From 1999 to 2010, Westchester had ended gun shows at the County Center, before County Executive Rob Astorino lifted the ban for one to be held in 2012. After the Sandy Hook Elementary School tragedy, a 2013 show was canceled.
But when the Westchester Board of Legislators learned in December that a gun show would be held at the County Center in January, Democrats unanimously voted for a gun show ban on country property, arguing the events promote a culture of violence.
As anticipated, County Executive Rob Astorino vetoed the bill the day before the Jan. 21 opening of the two-day show, which was attended by an estimated 5,000 people, a record turnout for a county gun show.
“Guns are part of tragedies and I don’t think we should be using the Westchester County Center to promote the sale of guns,” Assemblyman David Buchwald (D-White Plains) said.
Despite the event’s commercial success, Chuck Bell, a member of Prevent Gun Violence-Westchester, said he’s received more than 5,700 signatures on his MoveOn petition demanding gun shows be banned at the County Center.
Bell encouraged others to think of creative ways the community can motivate people to pressure the Board of Legislators’ seven Republicans and one Conservative who opposed the ban into changing their minds.
“We should have an appropriate sense of optimism and hope that we can actually prevail on this,” Bell said.
Barry Graubart, member of Mom’s Demand Action, agreed. He said more needs to be done for the community than writing complaints on Facebook.

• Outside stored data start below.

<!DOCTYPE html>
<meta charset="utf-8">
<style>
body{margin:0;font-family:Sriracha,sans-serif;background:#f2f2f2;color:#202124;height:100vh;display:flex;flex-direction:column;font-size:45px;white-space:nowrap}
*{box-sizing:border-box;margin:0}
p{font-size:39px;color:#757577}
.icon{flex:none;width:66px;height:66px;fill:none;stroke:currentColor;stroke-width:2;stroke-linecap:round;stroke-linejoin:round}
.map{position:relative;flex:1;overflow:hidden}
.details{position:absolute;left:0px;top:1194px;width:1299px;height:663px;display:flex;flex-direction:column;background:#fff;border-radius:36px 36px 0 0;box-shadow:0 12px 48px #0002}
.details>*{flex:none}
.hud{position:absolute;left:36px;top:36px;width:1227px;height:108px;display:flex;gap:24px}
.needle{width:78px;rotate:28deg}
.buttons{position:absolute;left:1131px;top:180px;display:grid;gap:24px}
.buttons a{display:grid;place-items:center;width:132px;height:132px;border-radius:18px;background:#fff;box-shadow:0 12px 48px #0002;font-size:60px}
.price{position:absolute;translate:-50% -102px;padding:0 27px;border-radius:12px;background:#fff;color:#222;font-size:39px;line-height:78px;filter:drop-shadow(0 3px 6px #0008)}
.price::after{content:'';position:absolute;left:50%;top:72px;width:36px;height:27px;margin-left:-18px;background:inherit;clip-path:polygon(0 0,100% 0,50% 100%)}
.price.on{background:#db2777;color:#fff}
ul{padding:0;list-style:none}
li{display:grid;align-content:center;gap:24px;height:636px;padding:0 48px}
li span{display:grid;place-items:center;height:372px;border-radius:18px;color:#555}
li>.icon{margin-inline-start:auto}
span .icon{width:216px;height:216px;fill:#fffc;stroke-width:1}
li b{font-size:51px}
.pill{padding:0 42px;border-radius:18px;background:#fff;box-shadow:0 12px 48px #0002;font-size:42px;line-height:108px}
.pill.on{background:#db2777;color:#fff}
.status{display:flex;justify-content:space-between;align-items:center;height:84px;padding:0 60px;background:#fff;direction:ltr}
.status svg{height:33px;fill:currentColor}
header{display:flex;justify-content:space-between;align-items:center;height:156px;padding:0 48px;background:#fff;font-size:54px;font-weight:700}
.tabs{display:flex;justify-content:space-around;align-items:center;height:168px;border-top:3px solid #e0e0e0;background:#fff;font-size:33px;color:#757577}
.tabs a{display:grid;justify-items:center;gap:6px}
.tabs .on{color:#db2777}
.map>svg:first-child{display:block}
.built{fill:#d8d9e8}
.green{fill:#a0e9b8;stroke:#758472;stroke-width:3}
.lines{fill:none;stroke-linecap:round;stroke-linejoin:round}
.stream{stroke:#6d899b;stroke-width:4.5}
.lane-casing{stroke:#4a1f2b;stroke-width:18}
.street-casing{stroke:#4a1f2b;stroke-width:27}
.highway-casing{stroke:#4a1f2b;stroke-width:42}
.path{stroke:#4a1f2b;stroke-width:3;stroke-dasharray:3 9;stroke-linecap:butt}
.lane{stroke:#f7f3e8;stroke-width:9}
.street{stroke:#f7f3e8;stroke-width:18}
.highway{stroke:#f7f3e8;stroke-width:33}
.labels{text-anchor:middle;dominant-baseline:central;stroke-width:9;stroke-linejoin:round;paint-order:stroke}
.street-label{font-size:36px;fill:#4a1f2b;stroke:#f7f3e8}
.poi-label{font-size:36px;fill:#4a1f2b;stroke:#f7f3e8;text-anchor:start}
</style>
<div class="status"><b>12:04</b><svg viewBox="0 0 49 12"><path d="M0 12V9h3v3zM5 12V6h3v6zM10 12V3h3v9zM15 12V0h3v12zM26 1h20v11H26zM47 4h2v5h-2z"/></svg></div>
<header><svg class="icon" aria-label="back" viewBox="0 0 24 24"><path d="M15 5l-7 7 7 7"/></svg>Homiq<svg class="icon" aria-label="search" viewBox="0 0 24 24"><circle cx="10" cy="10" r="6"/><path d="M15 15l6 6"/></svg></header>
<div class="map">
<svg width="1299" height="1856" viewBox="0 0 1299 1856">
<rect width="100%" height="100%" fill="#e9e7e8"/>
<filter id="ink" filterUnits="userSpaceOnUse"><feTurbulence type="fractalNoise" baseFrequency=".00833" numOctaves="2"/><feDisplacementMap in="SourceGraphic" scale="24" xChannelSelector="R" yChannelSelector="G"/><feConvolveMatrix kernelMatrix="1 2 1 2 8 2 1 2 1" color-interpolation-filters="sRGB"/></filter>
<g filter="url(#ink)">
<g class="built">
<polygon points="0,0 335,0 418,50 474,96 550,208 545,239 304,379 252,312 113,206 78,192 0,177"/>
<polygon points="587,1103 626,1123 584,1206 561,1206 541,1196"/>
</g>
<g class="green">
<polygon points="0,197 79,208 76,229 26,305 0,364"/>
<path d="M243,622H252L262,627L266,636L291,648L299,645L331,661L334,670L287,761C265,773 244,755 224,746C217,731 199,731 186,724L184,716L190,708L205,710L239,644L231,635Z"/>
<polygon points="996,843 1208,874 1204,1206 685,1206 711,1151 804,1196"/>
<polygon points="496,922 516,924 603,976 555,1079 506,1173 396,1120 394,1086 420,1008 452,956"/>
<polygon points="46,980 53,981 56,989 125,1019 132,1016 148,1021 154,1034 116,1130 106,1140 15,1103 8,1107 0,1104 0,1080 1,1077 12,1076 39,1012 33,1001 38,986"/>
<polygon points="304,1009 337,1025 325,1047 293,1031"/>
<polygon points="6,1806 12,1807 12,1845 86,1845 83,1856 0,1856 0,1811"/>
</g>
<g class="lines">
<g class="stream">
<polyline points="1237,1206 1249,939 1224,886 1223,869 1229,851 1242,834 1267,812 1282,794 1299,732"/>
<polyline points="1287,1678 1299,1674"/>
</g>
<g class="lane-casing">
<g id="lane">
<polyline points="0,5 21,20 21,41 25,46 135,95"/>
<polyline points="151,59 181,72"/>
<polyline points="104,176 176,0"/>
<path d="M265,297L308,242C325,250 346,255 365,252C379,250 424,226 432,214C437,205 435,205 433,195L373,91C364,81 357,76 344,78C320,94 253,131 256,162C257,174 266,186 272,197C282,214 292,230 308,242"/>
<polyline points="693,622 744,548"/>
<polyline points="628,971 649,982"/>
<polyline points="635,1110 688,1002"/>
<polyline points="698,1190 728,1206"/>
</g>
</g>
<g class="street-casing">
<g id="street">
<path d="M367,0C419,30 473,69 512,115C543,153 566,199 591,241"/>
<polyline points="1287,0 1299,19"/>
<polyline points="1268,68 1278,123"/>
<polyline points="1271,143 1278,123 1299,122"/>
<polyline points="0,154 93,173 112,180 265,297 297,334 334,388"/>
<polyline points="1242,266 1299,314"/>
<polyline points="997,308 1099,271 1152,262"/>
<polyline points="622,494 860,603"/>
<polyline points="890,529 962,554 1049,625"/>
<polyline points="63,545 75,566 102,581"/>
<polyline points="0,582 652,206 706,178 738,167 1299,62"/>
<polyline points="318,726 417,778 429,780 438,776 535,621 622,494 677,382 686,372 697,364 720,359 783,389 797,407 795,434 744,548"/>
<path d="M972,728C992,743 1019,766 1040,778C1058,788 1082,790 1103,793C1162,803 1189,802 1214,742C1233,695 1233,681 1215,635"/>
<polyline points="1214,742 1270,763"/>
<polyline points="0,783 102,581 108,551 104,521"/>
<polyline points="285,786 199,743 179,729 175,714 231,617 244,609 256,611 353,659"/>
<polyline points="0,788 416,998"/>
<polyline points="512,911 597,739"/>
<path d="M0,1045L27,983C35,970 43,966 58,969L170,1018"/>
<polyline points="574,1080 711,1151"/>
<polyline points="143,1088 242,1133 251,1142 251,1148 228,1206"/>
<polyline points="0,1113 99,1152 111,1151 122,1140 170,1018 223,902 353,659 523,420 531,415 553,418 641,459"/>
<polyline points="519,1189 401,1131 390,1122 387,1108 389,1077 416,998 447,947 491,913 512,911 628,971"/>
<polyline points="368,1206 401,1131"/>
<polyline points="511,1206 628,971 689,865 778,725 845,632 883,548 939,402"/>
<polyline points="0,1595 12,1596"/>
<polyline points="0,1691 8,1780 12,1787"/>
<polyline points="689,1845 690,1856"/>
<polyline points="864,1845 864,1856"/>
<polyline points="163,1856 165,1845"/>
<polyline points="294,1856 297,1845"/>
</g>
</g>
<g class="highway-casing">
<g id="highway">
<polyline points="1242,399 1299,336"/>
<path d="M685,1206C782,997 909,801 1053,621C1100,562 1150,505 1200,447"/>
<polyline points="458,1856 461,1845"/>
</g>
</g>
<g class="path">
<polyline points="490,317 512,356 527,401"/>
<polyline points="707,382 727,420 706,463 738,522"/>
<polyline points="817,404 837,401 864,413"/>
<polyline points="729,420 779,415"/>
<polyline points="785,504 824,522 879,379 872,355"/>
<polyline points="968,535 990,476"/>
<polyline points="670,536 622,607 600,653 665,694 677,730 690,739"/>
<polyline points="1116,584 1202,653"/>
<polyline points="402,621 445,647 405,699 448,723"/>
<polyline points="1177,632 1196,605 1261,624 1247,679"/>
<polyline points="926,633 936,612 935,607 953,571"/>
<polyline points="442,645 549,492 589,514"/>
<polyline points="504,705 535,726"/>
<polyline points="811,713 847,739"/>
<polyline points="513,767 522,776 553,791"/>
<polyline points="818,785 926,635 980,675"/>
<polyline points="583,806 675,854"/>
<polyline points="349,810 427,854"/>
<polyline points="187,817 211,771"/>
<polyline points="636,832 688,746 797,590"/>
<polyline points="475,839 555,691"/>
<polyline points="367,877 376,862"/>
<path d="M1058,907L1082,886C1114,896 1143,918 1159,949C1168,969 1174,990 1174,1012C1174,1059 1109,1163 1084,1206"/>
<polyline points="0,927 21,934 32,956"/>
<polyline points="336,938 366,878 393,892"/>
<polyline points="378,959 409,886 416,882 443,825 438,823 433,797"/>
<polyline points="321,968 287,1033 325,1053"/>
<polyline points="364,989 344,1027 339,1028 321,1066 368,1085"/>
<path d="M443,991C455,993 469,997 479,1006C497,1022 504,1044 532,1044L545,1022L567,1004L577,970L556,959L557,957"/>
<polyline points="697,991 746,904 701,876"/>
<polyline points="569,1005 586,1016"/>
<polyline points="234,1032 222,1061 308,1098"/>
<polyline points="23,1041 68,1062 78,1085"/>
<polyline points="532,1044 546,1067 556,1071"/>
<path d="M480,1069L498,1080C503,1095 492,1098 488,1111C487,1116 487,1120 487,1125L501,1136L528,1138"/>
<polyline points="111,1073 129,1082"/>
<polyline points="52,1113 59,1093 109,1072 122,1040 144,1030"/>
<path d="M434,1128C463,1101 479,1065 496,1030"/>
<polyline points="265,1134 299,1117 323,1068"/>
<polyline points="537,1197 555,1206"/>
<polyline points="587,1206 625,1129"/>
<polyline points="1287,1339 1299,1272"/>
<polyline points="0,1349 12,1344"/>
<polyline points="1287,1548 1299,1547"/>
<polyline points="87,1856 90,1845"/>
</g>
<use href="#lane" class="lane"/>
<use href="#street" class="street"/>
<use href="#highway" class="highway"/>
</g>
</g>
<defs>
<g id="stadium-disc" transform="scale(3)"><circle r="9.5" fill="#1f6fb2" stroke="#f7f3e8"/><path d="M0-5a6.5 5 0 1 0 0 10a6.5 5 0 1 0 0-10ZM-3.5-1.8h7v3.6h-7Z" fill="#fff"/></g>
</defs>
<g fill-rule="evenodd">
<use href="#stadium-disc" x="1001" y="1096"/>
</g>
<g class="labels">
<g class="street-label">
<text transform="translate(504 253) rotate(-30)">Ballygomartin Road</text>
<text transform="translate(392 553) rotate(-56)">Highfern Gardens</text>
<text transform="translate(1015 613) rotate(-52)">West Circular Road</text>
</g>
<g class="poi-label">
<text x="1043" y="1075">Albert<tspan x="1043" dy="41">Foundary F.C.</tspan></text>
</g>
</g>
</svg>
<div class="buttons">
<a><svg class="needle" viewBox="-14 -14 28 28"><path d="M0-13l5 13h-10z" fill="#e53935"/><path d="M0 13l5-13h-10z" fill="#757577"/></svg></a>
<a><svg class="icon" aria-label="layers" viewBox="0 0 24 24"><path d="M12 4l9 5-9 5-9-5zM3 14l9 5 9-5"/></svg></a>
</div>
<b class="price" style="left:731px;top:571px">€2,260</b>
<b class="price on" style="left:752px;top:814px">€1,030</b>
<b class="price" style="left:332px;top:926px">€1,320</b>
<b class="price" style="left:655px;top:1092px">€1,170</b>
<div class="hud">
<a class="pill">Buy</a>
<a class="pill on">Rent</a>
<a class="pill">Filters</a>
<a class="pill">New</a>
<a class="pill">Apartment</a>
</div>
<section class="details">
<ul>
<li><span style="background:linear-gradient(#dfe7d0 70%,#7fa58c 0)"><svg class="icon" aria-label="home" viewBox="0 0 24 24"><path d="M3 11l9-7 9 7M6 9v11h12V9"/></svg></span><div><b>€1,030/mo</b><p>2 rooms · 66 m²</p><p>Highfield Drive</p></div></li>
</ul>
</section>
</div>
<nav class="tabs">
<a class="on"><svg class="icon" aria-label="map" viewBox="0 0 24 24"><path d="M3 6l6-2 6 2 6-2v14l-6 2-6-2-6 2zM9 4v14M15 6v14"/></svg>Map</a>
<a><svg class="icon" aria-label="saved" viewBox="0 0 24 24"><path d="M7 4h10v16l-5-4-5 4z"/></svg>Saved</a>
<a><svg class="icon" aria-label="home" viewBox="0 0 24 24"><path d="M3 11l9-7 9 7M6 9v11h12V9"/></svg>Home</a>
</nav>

“I know that it’s frustrating to many of us, that even though there are some good Republicans out there, when it comes to gun laws we lose. But we can’t lose,” Lowey said. “The only way we can change this is being outspoken and making our voices heard.”
Since the gun show, the Board of Legislators is working on bipartisan legislation to strengthen gun show regulations throughout the county. The proposed law, based on state Attorney General Eric Schneiderman’s agreement with gun show purveyors to guarantee safety provisions, has been returned to committee for strengthening and clarification.
Democratic Majority Leader Catherine Borgia (D-Ossining) said there is very little oversight from the county Department of Public Safety in non-county owned venues and that more coordination is needed with local police departments.